Survey Data

Reg No

11900503


Rating

Regional


Categories of Special Interest

Architectural, Artistic, Historical, Social


Previous Name

Saint Patrick's Church (Kilcock)


Original Use

Church/chapel


In Use As

House


Date

1865 - 1875


Coordinates

287528, 240277


Date Recorded

03/10/2002


Date Updated

--/--/--


Description

Detached four-bay single-storey Gothic-style former Church of Ireland church with dormer attic, built 1868-70, with single-bay single-storey gabled projecting lower porch to north-west, single-bay three-stage tower to north on a circular plan with conical spire, single-bay single-storey bowed apse to east and single-bay single-storey lower vestry projection to south-east. Renovated, c.1990, with dormer attic added to accommodate residential use. Gable-ended roof with slate (gabled to porch and to vestry projection; half-conical to apse). Crested clay ridge tiles. Rendered chimney stacks (cut-stone chimney stack to vestry projection). Cut-stone coping to gables (with cross finial to apex to porch). Square rooflights, c.1990. Cast-iron rainwater gods on cut-stone eaves course. Cut-stone conical roof/spire to tower with wrought iron cross finial to apex. Broken coursed squared rubble stone walls.
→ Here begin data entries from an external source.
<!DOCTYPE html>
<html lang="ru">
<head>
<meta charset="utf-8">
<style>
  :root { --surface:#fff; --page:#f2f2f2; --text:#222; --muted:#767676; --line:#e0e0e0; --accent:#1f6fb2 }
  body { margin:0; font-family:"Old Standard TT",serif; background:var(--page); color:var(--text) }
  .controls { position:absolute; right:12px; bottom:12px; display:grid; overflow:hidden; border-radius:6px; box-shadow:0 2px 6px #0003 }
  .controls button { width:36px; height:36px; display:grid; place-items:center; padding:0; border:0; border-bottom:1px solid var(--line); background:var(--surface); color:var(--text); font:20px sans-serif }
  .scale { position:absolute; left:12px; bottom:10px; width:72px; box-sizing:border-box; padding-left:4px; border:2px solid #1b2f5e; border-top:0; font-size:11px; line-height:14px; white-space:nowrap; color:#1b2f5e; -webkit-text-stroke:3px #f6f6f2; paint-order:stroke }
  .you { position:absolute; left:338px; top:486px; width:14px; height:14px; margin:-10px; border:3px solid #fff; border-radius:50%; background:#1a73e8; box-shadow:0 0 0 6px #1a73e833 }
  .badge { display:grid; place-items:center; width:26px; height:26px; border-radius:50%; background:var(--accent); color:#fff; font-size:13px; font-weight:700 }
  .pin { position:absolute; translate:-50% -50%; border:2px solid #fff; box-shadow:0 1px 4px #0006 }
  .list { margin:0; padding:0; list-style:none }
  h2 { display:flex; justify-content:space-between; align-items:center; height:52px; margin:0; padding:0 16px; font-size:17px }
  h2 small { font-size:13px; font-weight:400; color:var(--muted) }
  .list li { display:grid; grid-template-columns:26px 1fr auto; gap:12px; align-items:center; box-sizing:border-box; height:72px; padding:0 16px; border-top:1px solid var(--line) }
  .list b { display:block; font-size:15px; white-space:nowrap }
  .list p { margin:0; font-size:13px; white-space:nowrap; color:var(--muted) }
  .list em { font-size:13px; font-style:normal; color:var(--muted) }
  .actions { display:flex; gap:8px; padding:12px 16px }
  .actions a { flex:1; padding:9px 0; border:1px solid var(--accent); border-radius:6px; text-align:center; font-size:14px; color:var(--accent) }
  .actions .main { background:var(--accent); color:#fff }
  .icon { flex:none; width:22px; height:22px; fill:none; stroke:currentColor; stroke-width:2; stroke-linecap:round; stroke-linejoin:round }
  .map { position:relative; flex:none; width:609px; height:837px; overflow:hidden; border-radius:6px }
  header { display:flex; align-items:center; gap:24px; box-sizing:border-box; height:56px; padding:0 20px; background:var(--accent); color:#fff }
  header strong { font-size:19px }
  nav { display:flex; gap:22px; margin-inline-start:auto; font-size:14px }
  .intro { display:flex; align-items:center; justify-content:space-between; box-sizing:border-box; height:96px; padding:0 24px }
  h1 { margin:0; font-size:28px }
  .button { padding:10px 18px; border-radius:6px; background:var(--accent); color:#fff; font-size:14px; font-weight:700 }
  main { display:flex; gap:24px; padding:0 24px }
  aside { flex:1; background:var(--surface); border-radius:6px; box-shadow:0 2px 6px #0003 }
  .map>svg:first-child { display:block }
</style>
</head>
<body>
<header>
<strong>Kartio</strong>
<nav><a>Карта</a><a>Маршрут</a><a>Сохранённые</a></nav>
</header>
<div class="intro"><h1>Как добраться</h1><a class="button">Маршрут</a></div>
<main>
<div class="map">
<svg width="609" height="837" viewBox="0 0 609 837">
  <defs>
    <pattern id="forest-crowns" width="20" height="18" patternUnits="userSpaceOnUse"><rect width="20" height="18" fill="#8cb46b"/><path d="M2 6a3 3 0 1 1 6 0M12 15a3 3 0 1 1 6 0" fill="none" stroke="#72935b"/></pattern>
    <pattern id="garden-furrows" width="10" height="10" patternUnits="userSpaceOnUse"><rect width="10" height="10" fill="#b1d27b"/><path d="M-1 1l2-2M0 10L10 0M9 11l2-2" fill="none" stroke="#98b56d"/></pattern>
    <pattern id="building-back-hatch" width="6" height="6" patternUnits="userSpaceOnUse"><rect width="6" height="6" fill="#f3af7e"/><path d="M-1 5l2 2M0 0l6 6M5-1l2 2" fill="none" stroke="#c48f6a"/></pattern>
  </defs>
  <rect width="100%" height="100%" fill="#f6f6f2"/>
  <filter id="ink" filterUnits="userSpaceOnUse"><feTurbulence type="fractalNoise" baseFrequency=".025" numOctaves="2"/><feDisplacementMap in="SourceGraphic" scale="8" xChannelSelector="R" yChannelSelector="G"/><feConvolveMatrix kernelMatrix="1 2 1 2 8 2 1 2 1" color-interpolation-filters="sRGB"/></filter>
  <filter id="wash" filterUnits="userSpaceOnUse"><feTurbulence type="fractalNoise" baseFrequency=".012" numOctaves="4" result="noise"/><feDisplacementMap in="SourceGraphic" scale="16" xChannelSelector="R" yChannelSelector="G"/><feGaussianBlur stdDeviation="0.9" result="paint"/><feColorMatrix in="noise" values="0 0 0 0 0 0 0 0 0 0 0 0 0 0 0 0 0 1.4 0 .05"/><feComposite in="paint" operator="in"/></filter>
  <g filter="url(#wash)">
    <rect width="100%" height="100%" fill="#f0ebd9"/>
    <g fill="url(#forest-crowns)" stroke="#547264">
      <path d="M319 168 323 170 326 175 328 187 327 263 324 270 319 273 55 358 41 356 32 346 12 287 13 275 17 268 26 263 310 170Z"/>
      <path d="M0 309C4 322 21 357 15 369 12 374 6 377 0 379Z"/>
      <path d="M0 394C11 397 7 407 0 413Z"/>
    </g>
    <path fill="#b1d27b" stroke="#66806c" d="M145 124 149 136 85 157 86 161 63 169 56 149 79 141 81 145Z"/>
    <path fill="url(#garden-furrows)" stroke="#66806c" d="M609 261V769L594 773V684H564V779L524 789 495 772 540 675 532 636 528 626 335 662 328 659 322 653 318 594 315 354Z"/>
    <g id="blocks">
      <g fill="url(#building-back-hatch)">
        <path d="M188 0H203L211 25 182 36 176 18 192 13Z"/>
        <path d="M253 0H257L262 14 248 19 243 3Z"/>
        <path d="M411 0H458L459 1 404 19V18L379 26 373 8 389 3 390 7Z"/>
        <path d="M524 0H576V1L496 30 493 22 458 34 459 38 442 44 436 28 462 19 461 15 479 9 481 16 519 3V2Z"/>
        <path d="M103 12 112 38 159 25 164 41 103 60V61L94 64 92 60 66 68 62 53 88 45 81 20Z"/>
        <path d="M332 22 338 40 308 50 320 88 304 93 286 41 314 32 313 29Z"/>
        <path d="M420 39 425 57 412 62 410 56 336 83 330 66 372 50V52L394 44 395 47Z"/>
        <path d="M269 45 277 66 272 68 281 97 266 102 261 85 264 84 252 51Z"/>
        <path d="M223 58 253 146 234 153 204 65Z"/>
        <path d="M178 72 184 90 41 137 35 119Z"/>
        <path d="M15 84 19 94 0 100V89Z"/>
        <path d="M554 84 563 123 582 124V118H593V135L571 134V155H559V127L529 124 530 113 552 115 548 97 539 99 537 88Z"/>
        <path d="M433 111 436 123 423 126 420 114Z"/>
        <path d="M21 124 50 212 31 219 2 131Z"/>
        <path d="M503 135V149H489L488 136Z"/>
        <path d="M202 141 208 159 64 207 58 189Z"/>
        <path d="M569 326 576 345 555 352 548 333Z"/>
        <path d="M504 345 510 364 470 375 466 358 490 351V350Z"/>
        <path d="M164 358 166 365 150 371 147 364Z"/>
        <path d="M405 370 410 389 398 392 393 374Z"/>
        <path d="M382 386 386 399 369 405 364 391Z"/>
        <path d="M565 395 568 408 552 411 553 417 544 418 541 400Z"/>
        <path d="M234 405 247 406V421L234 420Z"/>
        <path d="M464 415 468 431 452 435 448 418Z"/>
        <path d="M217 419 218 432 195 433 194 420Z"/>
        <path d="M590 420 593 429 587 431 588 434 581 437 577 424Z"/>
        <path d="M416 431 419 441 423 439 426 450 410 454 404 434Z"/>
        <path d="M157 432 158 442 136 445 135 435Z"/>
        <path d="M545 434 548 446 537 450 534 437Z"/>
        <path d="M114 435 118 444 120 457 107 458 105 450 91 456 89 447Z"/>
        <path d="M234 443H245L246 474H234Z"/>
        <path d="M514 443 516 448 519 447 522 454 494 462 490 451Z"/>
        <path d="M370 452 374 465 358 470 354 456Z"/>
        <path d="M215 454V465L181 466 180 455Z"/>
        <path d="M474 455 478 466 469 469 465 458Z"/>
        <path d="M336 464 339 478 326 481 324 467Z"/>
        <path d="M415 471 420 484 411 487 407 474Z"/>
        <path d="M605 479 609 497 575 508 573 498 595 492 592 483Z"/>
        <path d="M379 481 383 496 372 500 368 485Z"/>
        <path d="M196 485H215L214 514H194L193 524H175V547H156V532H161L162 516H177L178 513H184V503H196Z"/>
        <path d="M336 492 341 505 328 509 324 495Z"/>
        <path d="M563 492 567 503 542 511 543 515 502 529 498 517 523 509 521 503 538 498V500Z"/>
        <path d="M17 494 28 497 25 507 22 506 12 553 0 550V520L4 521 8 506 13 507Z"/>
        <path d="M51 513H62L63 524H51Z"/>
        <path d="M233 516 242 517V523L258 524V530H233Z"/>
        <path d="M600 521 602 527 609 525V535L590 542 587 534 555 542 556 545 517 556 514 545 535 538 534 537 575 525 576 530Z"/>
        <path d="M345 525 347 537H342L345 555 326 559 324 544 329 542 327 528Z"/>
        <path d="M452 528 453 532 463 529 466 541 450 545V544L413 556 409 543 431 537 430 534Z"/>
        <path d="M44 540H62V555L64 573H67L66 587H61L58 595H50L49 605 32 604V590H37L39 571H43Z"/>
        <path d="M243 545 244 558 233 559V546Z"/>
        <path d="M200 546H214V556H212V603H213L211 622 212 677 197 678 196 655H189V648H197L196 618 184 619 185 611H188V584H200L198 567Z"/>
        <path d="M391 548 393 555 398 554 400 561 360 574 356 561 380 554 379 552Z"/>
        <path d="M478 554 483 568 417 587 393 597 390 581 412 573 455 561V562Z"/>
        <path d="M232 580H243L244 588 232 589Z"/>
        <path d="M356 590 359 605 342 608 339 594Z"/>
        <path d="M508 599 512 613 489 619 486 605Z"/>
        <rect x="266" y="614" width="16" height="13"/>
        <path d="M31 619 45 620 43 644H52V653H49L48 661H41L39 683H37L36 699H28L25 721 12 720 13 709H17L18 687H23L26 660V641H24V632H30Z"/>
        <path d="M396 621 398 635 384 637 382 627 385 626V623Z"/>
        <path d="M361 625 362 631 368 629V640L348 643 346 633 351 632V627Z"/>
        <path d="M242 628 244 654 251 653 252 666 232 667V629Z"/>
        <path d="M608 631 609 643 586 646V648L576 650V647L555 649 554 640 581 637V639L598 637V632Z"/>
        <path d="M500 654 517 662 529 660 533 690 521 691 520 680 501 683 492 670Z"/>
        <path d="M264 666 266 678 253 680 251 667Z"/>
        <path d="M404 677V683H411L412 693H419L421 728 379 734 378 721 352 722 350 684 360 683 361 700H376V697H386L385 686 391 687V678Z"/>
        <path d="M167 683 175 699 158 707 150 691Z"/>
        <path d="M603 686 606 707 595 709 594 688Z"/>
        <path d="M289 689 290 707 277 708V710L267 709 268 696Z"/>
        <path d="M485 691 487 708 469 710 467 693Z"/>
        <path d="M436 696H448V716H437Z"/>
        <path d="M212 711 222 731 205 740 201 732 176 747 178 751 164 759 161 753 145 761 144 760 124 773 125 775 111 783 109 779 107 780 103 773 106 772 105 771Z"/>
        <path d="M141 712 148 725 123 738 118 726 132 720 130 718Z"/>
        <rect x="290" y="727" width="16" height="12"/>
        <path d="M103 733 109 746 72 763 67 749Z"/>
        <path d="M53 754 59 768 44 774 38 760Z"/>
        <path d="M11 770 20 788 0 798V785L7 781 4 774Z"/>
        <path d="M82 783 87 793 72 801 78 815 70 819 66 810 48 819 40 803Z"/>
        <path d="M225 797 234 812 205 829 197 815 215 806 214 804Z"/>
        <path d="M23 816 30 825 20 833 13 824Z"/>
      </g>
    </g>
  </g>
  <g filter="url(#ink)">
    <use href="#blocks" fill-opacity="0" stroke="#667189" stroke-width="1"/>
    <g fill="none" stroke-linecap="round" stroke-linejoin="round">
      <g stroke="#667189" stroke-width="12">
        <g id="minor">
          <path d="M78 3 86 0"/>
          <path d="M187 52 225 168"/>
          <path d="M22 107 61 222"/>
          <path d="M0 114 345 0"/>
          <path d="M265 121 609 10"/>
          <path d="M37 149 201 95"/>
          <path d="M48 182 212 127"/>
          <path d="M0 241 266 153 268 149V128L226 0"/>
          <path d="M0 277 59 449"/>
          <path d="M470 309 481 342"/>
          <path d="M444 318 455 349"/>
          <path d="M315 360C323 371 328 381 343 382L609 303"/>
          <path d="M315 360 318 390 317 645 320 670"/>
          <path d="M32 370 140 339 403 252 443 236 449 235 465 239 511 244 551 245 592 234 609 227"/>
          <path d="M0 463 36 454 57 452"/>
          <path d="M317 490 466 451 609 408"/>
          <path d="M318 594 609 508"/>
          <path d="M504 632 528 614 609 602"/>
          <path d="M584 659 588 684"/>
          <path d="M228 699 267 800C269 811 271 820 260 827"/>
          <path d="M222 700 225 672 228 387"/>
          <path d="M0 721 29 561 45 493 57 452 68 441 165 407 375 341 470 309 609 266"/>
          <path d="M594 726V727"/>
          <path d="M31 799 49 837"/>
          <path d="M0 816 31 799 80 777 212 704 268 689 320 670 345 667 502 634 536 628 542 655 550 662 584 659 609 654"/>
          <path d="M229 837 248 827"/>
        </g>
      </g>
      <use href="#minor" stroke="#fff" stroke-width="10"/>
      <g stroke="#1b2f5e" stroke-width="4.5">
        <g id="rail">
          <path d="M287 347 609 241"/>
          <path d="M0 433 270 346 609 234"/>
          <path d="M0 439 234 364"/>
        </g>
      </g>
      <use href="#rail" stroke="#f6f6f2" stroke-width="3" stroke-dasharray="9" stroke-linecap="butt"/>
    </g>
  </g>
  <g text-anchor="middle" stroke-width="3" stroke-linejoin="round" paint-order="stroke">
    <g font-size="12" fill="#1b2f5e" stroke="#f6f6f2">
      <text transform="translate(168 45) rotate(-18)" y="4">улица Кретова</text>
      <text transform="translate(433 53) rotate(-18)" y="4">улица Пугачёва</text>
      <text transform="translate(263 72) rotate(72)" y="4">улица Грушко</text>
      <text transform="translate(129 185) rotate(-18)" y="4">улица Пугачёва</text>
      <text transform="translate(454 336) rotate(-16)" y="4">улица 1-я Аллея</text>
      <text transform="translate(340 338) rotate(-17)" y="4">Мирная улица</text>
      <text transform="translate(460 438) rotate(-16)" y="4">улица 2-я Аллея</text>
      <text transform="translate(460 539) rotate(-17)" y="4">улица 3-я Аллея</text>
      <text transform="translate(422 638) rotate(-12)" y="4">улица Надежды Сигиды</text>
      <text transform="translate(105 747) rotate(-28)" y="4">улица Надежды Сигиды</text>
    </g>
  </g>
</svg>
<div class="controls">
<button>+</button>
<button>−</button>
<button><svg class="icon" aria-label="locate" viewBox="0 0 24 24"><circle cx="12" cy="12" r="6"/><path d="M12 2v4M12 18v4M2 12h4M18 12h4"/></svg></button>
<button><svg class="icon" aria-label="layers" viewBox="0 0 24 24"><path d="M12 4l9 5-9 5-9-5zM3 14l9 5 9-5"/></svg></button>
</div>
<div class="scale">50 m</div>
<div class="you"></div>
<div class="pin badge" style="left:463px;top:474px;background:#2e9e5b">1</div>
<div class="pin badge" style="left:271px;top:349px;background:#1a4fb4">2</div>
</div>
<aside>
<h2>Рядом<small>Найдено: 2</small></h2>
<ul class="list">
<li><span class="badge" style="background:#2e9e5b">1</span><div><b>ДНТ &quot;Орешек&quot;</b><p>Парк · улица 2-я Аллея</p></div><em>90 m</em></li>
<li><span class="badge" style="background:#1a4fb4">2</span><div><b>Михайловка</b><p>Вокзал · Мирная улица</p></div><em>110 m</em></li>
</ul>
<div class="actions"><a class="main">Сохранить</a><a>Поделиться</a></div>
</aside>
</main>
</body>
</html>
Cut-stone dressings including quoins to corners and buttresses to nave. Cut-stone walls to third stage to tower on cut-stone stringcourse with cut-stone stringcourse over. Paired pointed-arch window opening to nave in cut-stone pointed-arch frame having block-and-start surround and oculus to arch. Fixed-pane windows. Single pointed arch window openings to apse. Cut-stone block-and-start surrounds with chamfered reveals having hood mouldings over. Fixed-pane windows. Traceried (three-light) window to west in pointed-arch frame having block-and-start surround. Lancet-arch window openings with cinquefoil to arch. Fixed-pane windows (possibly with stained glass panels). Lancet-arch openings to third stage to tower. Cut-stone chamfered reveals. Moulded cut-stone stringcourses to springs of arches. Louvered fittings. Pointed-arch door opening to porch. Cut-stone doorcase with colonettes having hood moulding over. Timber panelled double door. Square-headed door opening to vestry projection. Cut-stone block-and-start shouldered surround. Timber panelled door. Set back from road on own grounds. Landscaped grounds to site.

Appraisal

Saint Patrick’s Church is an attractive small-scale church on a compact plan that, despite a subsequent change of use, appears to retain most of its original form and character. The church is of considerable social and historic interest for its original intended purpose as the ecclesiastical centre for the Church of Ireland population in the locality. The fine detailing of the church attests to the prosperity of that community in the early nineteenth century and the construction in squared rubble stone attests to the high quality of stone masonry traditionally practised in the locality. A much-ornamented piece, the church is dominated by a soaring picturesque tower and spire that alludes to the Irish round tower, and which serves to articulate the skyline while identifying the building in the landscape. Renovation works undertaken in the course of the conversion to a residential use have been carried out in keeping with the original integrity of the design – many original features and materials are retained to the exterior, including fittings to the openings and slate roofs having cast-iron rainwater goods, while the rooflights are a discrete addition to the composition. It is also possible that some of the original interior spaces remain intact. The church is attractively set in its own grounds, which are apparently undergoing re-landscaping to produce a domestic tone. The cut-stone markers to the attendant graveyard are of some artistic interest, as is the gateway to the entrance of the site, which retains fine examples of early surviving iron work.